Start of THE RECORDS

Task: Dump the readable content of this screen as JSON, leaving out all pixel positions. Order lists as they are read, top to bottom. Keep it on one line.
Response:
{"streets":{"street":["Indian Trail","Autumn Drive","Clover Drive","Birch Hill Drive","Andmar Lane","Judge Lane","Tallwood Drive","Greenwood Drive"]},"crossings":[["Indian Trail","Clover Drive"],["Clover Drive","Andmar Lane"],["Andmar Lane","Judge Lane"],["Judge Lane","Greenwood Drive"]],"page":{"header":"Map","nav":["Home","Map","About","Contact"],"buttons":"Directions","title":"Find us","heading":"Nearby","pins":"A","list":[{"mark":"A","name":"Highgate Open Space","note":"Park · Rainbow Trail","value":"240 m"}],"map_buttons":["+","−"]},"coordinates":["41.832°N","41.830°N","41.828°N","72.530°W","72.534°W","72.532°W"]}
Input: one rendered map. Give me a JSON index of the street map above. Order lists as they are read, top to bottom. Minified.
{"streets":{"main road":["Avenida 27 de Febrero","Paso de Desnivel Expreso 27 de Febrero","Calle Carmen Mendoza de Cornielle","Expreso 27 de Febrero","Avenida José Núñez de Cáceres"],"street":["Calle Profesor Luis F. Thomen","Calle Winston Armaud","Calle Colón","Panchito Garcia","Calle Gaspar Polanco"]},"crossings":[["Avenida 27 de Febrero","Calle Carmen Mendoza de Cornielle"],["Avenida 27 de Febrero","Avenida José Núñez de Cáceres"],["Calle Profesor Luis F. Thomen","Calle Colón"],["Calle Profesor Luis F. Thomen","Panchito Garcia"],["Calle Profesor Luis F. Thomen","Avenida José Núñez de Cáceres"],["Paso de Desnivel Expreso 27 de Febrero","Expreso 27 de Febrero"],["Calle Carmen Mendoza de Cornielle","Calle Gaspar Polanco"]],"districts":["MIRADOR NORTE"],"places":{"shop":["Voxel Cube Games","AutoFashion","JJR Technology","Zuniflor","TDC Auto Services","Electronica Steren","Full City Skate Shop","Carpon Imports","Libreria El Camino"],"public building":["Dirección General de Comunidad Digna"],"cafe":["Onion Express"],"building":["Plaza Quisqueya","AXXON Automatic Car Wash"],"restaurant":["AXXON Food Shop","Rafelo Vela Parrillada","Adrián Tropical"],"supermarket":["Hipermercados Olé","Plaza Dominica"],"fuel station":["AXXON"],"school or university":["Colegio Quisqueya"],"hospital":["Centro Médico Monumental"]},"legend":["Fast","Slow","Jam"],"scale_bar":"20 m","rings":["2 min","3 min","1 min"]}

End of THE RECORDS

### WHAT TO DO
What is needed here is an exact copy of all the records above.

### ANSWER AREA
Task: Dump the readable content of this screen as JSON, leaving out all pixel positions. Order lists as they are read, top to bottom. Keep it on one line.
Response:
{"streets":{"street":["Indian Trail","Autumn Drive","Clover Drive","Birch Hill Drive","Andmar Lane","Judge Lane","Tallwood Drive","Greenwood Drive"]},"crossings":[["Indian Trail","Clover Drive"],["Clover Drive","Andmar Lane"],["Andmar Lane","Judge Lane"],["Judge Lane","Greenwood Drive"]],"page":{"header":"Map","nav":["Home","Map","About","Contact"],"buttons":"Directions","title":"Find us","heading":"Nearby","pins":"A","list":[{"mark":"A","name":"Highgate Open Space","note":"Park · Rainbow Trail","value":"240 m"}],"map_buttons":["+","−"]},"coordinates":["41.832°N","41.830°N","41.828°N","72.530°W","72.534°W","72.532°W"]}
Input: one rendered map. Give me a JSON index of the street map above. Order lists as they are read, top to bottom. Minified.
{"streets":{"main road":["Avenida 27 de Febrero","Paso de Desnivel Expreso 27 de Febrero","Calle Carmen Mendoza de Cornielle","Expreso 27 de Febrero","Avenida José Núñez de Cáceres"],"street":["Calle Profesor Luis F. Thomen","Calle Winston Armaud","Calle Colón","Panchito Garcia","Calle Gaspar Polanco"]},"crossings":[["Avenida 27 de Febrero","Calle Carmen Mendoza de Cornielle"],["Avenida 27 de Febrero","Avenida José Núñez de Cáceres"],["Calle Profesor Luis F. Thomen","Calle Colón"],["Calle Profesor Luis F. Thomen","Panchito Garcia"],["Calle Profesor Luis F. Thomen","Avenida José Núñez de Cáceres"],["Paso de Desnivel Expreso 27 de Febrero","Expreso 27 de Febrero"],["Calle Carmen Mendoza de Cornielle","Calle Gaspar Polanco"]],"districts":["MIRADOR NORTE"],"places":{"shop":["Voxel Cube Games","AutoFashion","JJR Technology","Zuniflor","TDC Auto Services","Electronica Steren","Full City Skate Shop","Carpon Imports","Libreria El Camino"],"public building":["Dirección General de Comunidad Digna"],"cafe":["Onion Express"],"building":["Plaza Quisqueya","AXXON Automatic Car Wash"],"restaurant":["AXXON Food Shop","Rafelo Vela Parrillada","Adrián Tropical"],"supermarket":["Hipermercados Olé","Plaza Dominica"],"fuel station":["AXXON"],"school or university":["Colegio Quisqueya"],"hospital":["Centro Médico Monumental"]},"legend":["Fast","Slow","Jam"],"scale_bar":"20 m","rings":["2 min","3 min","1 min"]}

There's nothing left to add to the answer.